• **WORK INSTRUCTIONS**
Would you return, word for word, the lines of the data below from the line with "position:relative; width:1219px; height:803px;" through the line with "display:flex; align-items:center; gap:12px;", and no others?

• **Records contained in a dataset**
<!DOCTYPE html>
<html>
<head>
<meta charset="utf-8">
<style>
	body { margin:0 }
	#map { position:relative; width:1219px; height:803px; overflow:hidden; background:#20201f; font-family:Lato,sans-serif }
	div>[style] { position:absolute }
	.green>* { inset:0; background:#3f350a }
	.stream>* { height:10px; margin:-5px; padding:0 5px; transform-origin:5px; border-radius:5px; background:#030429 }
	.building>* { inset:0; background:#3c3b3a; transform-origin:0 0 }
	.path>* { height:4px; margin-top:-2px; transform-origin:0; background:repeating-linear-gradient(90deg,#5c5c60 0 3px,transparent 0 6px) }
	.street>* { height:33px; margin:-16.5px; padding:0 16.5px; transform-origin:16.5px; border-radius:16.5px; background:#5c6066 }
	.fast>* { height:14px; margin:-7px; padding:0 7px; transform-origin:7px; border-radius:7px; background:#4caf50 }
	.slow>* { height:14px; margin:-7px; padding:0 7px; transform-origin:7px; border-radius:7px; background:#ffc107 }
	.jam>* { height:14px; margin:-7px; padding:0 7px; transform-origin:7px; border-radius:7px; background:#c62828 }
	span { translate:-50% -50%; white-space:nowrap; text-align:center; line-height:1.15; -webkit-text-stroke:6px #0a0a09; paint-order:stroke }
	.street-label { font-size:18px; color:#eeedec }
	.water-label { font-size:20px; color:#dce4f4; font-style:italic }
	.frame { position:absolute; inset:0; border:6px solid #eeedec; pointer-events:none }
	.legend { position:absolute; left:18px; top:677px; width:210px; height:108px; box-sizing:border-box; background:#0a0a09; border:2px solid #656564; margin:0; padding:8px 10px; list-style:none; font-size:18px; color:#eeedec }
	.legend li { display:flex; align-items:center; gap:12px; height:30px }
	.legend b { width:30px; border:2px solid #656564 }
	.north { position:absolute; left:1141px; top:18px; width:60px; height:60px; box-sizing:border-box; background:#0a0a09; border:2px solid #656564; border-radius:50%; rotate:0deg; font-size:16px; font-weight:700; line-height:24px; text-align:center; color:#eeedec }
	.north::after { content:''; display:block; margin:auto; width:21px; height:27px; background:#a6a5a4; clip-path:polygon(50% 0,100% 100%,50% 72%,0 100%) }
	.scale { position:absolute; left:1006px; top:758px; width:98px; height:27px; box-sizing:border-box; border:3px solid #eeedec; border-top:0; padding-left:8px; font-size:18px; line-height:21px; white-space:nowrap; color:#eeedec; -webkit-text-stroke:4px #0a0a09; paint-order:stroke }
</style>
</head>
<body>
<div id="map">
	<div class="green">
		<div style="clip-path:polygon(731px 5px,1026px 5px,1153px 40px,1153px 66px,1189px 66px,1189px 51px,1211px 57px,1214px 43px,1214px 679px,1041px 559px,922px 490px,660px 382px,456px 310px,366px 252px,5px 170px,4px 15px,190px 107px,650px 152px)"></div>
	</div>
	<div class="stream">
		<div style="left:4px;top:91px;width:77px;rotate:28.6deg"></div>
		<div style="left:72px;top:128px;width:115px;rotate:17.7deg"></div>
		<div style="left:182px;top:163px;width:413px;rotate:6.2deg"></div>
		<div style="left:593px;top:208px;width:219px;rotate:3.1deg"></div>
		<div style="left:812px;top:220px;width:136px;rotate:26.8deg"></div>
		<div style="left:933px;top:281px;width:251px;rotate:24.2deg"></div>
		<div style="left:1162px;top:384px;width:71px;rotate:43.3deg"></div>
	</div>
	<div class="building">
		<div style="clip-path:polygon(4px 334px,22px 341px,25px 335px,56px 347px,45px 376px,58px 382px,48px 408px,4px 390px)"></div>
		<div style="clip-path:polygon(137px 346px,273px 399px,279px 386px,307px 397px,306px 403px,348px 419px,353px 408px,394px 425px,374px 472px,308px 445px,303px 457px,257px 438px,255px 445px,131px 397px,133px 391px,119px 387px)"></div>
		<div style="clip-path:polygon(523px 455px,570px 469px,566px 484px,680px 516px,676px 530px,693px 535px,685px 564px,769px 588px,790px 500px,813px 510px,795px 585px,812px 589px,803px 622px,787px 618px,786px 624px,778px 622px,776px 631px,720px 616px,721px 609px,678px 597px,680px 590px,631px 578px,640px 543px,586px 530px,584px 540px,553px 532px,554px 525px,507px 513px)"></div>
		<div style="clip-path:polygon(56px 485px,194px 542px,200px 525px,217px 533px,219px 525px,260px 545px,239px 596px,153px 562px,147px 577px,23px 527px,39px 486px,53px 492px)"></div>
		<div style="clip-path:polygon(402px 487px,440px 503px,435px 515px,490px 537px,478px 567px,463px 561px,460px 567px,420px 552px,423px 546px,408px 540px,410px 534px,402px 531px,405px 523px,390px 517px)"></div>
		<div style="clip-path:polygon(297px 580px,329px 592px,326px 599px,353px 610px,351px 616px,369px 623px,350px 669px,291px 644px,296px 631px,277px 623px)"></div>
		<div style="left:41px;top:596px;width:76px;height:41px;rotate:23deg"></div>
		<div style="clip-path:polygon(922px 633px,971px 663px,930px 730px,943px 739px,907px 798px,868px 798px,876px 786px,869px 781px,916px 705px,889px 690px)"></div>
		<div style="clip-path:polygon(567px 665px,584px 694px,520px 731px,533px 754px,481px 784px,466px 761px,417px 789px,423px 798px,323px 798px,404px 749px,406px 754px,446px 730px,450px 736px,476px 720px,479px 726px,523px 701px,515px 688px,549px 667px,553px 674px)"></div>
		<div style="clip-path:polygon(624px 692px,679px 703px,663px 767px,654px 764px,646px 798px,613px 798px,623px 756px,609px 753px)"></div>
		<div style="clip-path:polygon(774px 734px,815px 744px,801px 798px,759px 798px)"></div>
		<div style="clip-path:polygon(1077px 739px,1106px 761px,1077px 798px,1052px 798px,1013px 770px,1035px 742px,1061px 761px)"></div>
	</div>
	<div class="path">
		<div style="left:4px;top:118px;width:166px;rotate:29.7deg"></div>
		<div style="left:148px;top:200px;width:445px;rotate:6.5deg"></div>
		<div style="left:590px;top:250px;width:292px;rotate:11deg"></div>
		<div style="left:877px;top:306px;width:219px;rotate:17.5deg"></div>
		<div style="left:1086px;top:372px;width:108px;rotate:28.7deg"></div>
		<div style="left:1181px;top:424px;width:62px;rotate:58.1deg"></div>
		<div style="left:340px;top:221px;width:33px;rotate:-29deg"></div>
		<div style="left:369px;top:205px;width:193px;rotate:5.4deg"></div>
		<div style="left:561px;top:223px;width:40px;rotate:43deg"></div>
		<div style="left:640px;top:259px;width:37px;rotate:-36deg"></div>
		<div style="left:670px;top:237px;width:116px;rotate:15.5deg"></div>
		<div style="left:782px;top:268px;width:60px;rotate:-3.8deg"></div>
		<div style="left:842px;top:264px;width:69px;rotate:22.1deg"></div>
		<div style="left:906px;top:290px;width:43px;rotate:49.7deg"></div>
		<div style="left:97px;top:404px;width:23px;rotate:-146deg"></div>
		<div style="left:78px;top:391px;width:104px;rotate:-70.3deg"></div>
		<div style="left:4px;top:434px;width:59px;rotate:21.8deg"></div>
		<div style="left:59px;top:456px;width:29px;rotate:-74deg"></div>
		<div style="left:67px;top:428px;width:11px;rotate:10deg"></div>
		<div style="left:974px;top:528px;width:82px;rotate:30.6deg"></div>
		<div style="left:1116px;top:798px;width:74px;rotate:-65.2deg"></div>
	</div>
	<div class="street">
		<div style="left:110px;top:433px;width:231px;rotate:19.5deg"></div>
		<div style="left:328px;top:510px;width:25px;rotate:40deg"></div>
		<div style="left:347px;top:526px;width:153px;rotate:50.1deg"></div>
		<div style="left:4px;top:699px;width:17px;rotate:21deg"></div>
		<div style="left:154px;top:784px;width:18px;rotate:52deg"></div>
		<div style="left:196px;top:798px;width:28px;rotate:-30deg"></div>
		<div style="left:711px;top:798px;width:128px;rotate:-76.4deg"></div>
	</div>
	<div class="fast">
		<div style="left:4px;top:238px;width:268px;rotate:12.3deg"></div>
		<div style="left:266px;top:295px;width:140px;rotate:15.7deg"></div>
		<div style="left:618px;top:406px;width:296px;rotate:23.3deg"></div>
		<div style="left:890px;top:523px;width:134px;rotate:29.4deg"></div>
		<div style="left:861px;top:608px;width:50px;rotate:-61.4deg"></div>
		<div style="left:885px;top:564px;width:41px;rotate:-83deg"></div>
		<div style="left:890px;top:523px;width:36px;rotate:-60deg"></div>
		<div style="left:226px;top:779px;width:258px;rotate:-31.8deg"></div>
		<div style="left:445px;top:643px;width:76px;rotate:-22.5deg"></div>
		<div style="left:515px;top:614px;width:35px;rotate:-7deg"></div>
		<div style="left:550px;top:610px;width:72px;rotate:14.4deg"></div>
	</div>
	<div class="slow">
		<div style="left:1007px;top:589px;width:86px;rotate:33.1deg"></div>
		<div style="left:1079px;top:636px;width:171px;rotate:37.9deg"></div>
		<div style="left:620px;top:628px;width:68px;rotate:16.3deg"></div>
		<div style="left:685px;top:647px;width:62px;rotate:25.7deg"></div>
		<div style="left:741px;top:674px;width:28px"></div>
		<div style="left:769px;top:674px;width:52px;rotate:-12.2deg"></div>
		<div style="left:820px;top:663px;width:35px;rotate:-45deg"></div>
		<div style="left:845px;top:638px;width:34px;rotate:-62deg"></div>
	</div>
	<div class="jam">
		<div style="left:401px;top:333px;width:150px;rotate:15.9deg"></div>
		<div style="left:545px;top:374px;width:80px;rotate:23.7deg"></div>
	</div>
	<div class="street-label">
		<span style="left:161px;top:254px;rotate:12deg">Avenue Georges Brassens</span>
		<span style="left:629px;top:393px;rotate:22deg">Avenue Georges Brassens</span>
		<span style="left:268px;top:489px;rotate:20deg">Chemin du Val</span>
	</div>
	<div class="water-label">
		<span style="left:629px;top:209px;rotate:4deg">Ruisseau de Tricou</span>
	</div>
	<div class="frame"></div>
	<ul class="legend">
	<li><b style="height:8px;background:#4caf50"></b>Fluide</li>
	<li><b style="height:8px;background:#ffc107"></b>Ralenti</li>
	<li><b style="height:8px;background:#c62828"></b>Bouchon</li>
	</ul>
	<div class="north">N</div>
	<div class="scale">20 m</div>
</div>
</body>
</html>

==

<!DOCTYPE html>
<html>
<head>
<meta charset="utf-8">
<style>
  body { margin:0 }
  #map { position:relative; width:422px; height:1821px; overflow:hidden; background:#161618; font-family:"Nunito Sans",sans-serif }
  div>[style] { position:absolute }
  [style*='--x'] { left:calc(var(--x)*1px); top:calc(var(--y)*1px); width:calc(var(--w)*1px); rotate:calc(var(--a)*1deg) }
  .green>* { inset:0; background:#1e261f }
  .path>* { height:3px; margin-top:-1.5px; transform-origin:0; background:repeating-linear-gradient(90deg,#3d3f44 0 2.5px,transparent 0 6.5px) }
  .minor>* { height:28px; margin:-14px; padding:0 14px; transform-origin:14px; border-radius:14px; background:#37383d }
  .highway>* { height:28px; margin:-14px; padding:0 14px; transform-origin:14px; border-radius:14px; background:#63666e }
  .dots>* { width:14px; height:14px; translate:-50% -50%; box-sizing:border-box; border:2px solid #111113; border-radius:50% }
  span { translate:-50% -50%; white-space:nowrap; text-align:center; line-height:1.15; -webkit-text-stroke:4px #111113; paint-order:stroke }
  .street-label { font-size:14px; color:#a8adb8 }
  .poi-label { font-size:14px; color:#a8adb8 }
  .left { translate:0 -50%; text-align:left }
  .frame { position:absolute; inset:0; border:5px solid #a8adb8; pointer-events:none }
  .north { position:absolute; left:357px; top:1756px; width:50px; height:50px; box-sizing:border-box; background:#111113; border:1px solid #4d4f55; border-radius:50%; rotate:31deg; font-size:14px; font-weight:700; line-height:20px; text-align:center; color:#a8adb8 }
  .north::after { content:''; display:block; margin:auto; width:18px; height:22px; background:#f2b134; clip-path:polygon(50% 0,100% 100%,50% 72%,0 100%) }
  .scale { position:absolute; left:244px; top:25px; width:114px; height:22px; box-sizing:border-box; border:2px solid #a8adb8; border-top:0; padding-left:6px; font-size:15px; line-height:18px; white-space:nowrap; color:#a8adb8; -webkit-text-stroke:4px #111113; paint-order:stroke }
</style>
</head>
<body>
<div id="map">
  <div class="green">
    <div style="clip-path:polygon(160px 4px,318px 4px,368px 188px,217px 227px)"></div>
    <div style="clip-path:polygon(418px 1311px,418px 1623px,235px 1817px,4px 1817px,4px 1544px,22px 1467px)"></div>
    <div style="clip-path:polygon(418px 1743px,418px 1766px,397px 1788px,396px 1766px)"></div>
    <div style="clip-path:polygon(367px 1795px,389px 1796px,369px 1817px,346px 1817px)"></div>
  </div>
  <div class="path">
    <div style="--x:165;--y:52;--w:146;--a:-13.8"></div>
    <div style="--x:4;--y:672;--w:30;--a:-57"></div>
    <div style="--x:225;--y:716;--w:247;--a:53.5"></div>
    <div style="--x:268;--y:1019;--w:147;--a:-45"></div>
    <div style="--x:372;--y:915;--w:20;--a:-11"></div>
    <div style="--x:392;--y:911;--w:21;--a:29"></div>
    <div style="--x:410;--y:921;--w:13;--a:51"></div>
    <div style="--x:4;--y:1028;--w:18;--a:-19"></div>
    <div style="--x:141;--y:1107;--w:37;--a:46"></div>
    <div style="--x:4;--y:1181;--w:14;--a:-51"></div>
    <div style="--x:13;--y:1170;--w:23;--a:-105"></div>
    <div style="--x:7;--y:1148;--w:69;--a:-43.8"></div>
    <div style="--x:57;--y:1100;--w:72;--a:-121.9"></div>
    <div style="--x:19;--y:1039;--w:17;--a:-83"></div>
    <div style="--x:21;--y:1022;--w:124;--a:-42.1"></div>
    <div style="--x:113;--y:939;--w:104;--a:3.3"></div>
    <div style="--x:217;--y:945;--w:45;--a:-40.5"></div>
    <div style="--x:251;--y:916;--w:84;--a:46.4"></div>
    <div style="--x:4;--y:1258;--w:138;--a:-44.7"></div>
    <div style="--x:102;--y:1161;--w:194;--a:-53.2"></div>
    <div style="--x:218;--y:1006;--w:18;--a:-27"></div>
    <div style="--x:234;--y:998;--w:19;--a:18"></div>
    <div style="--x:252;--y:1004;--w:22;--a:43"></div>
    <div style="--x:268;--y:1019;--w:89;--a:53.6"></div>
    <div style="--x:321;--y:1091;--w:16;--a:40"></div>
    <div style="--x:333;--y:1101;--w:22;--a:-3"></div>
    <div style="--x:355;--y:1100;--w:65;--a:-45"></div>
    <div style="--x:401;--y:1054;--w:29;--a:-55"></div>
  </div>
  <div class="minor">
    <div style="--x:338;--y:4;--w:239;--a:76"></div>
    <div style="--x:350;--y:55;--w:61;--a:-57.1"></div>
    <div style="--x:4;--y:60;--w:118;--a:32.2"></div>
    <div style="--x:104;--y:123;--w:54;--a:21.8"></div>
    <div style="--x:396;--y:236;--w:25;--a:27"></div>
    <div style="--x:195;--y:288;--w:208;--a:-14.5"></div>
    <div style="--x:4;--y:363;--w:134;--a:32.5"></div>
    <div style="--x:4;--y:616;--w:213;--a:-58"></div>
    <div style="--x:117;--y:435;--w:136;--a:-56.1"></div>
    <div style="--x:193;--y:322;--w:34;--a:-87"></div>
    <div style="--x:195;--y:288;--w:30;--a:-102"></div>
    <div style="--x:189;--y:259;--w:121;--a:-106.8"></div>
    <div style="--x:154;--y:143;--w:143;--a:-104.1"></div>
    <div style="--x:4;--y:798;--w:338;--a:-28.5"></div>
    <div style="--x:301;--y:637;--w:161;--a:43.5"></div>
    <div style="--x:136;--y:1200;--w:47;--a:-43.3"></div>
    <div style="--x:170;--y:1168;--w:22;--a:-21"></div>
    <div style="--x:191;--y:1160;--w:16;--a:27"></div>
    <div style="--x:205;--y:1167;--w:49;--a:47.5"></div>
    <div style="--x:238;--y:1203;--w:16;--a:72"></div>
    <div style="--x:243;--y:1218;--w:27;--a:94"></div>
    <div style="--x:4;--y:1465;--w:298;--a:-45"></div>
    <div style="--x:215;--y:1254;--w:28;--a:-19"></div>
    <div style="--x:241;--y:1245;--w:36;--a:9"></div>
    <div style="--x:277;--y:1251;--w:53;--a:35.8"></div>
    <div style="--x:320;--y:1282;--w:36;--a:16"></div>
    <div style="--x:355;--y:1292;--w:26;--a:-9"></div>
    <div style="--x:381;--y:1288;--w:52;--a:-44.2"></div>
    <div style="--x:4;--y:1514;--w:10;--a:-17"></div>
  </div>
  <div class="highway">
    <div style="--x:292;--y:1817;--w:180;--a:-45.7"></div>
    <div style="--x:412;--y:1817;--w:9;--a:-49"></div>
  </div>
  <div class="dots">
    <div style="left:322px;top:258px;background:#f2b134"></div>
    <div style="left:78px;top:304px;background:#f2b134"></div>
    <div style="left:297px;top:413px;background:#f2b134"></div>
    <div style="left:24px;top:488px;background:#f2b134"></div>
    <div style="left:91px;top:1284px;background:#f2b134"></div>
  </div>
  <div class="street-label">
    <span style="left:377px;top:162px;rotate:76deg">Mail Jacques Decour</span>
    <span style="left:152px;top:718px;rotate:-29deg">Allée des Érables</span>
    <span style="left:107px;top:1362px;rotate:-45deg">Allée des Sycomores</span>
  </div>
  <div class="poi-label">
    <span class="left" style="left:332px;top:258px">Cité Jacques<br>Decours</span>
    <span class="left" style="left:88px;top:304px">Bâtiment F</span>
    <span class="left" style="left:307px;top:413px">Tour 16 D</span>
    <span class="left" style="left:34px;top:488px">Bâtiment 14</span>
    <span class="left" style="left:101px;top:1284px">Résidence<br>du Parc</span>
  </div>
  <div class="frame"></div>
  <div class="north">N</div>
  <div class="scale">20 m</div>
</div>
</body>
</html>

• **TASK SOLUTION**
	#map { position:relative; width:1219px; height:803px; overflow:hidden; background:#20201f; font-family:Lato,sans-serif }
	div>[style] { position:absolute }
	.green>* { inset:0; background:#3f350a }
	.stream>* { height:10px; margin:-5px; padding:0 5px; transform-origin:5px; border-radius:5px; background:#030429 }
	.building>* { inset:0; background:#3c3b3a; transform-origin:0 0 }
	.path>* { height:4px; margin-top:-2px; transform-origin:0; background:repeating-linear-gradient(90deg,#5c5c60 0 3px,transparent 0 6px) }
	.street>* { height:33px; margin:-16.5px; padding:0 16.5px; transform-origin:16.5px; border-radius:16.5px; background:#5c6066 }
	.fast>* { height:14px; margin:-7px; padding:0 7px; transform-origin:7px; border-radius:7px; background:#4caf50 }
	.slow>* { height:14px; margin:-7px; padding:0 7px; transform-origin:7px; border-radius:7px; background:#ffc107 }
	.jam>* { height:14px; margin:-7px; padding:0 7px; transform-origin:7px; border-radius:7px; background:#c62828 }
	span { translate:-50% -50%; white-space:nowrap; text-align:center; line-height:1.15; -webkit-text-stroke:6px #0a0a09; paint-order:stroke }
	.street-label { font-size:18px; color:#eeedec }
	.water-label { font-size:20px; color:#dce4f4; font-style:italic }
	.frame { position:absolute; inset:0; border:6px solid #eeedec; pointer-events:none }
	.legend { position:absolute; left:18px; top:677px; width:210px; height:108px; box-sizing:border-box; background:#0a0a09; border:2px solid #656564; margin:0; padding:8px 10px; list-style:none; font-size:18px; color:#eeedec }
	.legend li { display:flex; align-items:center; gap:12px; height:30px }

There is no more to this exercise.